Figure 5. Lichens with visible fruiting bodies growing on branches and needles of Picea abies (A,B) and Larix decidua (C,D). The identification of lichens was performed by Hagen Grünberg, Lichen-Expert Thüringen.
Frequently overlooked high diversity of lichenized fungi were found on leaves and needles of 12 temperate tree species
More than 60% (17 out of 28 species) of lichenized fungal species were identified at the species level using the UNITE species hypothesis (Nilsson et al., 2019). Overall, we detected two times more diverse lichenized fungal species using NGS as compared to the traditional fruiting body survey (Table 1). Specifically, only 10 lichens were observed by a fruiting body survey and under the microscope. P. adscendens is one of the most widespread lichenized fungi detected in high relative abundance across both broadleaved (Carpinus betulus, Fraxinus excelsior, Fagus sylvatica, Prunus avium, and Quercus robur) and coniferous tree species (Larix decidua, Picea abies, Pseudotsuga menziesii, and Pinus sylvestris) in a temperate forest of Central Germany. Physcia adscendens is foliose lichen previously recorded worldwide (Triebel et al., 2007). It was classified as accidentally foliicolous lichen (Lücking et al., 2009) as it starts developing on branches and overgrown leaves. Accidentally foliicolous lichens are not considered truly foliicolous lichens, which would need at least 2 years to develop thalli with reproductive organs and complete their life cycle on leaves (Lücking and Bernecker-Lücking, 2002). Thus, the presence of P. adscendens on leaves and needles of deciduous trees, which shed their leaves or needles annually, may not be surprising.
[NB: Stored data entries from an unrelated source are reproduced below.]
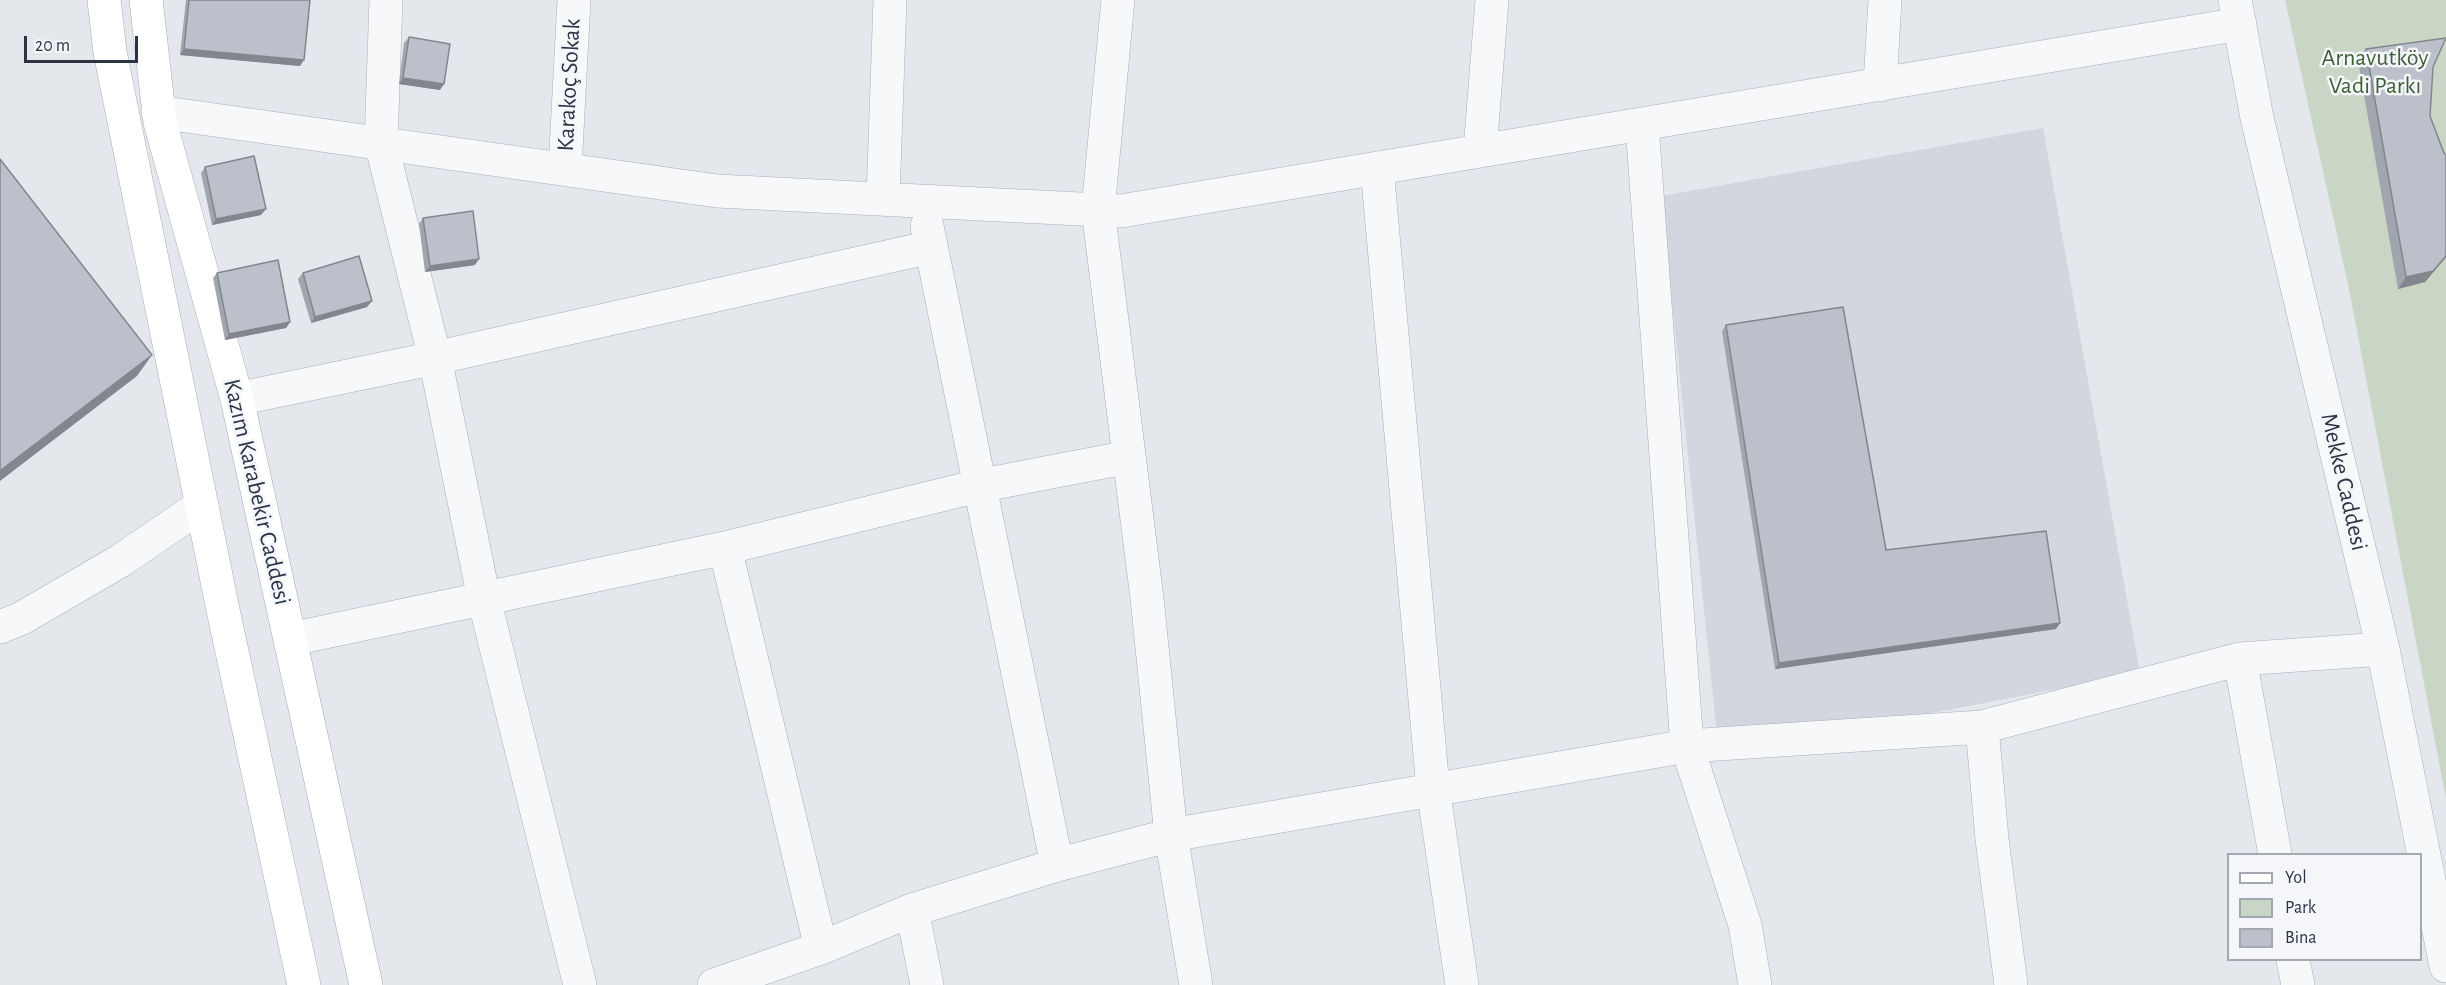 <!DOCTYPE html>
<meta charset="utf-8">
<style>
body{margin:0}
#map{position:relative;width:2446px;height:985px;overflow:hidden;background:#e4e7ec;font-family:"Alegreya Sans",sans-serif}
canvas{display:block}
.legend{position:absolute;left:2227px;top:853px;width:195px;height:108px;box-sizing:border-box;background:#f4f6f9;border:2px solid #a4a8b1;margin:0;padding:8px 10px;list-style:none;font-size:18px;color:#2b3445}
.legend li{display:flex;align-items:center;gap:12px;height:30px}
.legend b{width:30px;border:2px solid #a4a8b1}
.scale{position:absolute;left:24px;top:36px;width:114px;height:27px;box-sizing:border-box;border:3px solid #2b3445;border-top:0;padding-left:8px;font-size:18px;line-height:21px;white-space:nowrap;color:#2b3445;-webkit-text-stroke:4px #f4f6f9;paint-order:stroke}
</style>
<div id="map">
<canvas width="2446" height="985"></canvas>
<ul class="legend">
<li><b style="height:8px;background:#fff"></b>Yol</li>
<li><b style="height:16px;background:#c9d6c5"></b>Park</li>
<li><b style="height:16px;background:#bbc0ca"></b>Bina</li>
</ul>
<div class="scale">20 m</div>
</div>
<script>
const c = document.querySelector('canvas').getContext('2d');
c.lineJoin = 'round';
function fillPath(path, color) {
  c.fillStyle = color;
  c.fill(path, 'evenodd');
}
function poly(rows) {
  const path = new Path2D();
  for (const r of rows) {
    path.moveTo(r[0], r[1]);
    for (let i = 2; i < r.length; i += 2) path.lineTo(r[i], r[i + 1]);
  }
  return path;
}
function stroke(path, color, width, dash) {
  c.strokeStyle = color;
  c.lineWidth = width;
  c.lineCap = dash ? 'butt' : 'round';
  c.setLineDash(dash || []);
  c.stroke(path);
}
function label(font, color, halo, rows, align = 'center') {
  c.font = font + ' "Alegreya Sans",sans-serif';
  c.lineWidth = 5;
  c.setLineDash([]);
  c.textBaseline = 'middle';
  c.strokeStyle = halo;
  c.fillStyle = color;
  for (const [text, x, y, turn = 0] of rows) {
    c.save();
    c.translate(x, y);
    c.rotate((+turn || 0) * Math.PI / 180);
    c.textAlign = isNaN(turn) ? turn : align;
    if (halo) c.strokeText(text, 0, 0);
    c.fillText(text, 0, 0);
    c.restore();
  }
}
fillPath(poly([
 [2043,128,2140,673,1719,754,1661,196]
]), '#d2d6de');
fillPath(poly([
 [2285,0,2446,0,2446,799,2349,289]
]), '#c9d6c5');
const minor = poly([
 [386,0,381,143,435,358,484,599,580,985],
 [1118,0,1098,210,1147,598,1171,835,1196,985],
 [2235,0,2257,118,2383,649,2446,966],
 [1880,85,1885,0],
 [158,112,717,191,1121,211,2240,24],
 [1642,124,1687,746,1745,925,1755,985],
 [1480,151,1492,0],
 [1377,168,1433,788,1462,985],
 [565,169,574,0],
 [883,199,890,0],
 [927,226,1057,865],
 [237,399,435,358,931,247],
 [725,548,821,948],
 [0,627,22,618,120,561,202,505],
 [291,639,725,548,978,486,1129,457],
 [2240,659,2275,854],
 [1982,727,1992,839,2011,985],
 [912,910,927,985],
 [2293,960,2298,985],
 [714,985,821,948,912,910,1057,865,1171,835,1687,746,1982,727,2240,659,2383,649]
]);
const major = poly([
 [104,0,110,52,223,610,304,985],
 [146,0,160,122,237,399,366,985]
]);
stroke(minor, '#a9aeb7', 34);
stroke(major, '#a3abb8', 34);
stroke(minor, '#f7f8fa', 33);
stroke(major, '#fff', 33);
fillPath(poly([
 [186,0,310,0,300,66,180,55],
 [409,37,440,90,399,84,404,43],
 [2366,49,2433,67,2430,116,2444,153,2446,155,2446,257,2425,282,2398,289,2358,60],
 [205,167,261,215,212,225,201,173],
 [423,218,475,265,425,272,419,224],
 [217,273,290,322,286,328,225,340,213,278],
 [303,273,367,307,311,323,298,279],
 [1726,325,1886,550,2056,629,1775,669,1722,331]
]), '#a1a5ae');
fillPath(poly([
 [184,49,304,60,300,66,180,55],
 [403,78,444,84,440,90,399,84],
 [266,209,261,215,212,225,216,219],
 [2446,256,2446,257,2425,282,2398,289,2406,277],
 [479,259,475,265,425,272,430,266],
 [372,301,367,307,311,323,315,317],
 [290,322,286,328,225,340,229,334],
 [152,355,137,376,0,481,0,471],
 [2060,623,2056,629,1775,669,1779,663]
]), '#83868d');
const building = poly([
 [189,0,310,0,304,60,184,49,189,0],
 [409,37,450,44,444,84,403,78,409,37],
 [2446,38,2433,67,2430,116,2444,153,2446,155,2446,256,2433,271,2406,277,2366,49,2446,38],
 [254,156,266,209,216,219,205,167,254,156],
 [0,159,152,355,0,471,0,159],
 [473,211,479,259,430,266,423,218,473,211],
 [359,256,372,301,315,317,303,273,359,256],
 [278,260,290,322,229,334,217,273,278,260],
 [1843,307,1886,550,2046,531,2060,623,1779,663,1726,325,1843,307]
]);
fillPath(building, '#bbc0ca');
stroke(building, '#83868d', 1.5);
label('24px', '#3f6138', '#f4f6f9', [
 ["Arnavutköy",2375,58],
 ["Vadi Parkı",2375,86]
]);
label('24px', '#2b3445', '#f4f6f9', [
 ["Karakoç Sokak",569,85,-87],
 ["Mekke Caddesi",2344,482,77],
 ["Kazım Karabekir Caddesi",257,492,77]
]);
</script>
In this study, needles of coniferous tree species harbor more rich and diverse lichenized fungal species as compared with leaves of broadleaved deciduous tree species. Specifically, needles of Picea abies harbored the highest richness and number of lichenized fungal species. Lichenized fungal community composition on needles of deciduous Larix decidua differs from other evergreen coniferous tree species. The high lichenized fungal species richness on needles of coniferous tree species may be explained by first, the persistence of evergreen needles which allows the development of lichens to achieve their life cycle (Lücking and Bernecker-Lücking, 2002). Second, fungal hyphae may attach better to the cuticular crust of needles. The main type of substrate or habitat, on which lichens were previously recorded, were bark, wood, and branches (Table 1) (Triebel et al., 2007). Interestingly, among the 17 lichenized fungal species, only six lichenized fungi were previously reported on leaves and only three lichenized fungi were classified as foliicolous lichens [F. bouteillei (Desm.) Vezda, H. physodes, and Lecanora dispersa] (Table 1). Other 11 lichenized fungi are recorded for the first time on leaf and needle substrata. These lichenized fungi included A. cerinella, B. neosquamulosa, B. griseovirens, L. cyrtella, M. subaurifera, M. exasperata, P. orbicularis, P. alnophila, P. candelaria, S. chlorococcum, and X. coomae (Table 1). These lichenized fungi are likely to be new potential accidentally foliicolous lichens. Furthermore, the Illumina MiSeq molecular technique is also able to capture red-list lichenized fungi, which are listed in the German national red lists with the status of “highly threatened” and “threatened with extinction” (Wirth et al., 2011). These include A. cerinella, F. bouteillei, and M. exasperata. To date, there is still no evidence of the free-living lichenized fungi (Tuovinen et al., 2015). The foliicolous or red-list lichenized fungi detected using the NGS could be in the life states of mycelium, in spores, or in the initial state to produce a fruiting body (Glassman et al., 2016; Purahong et al., 2022).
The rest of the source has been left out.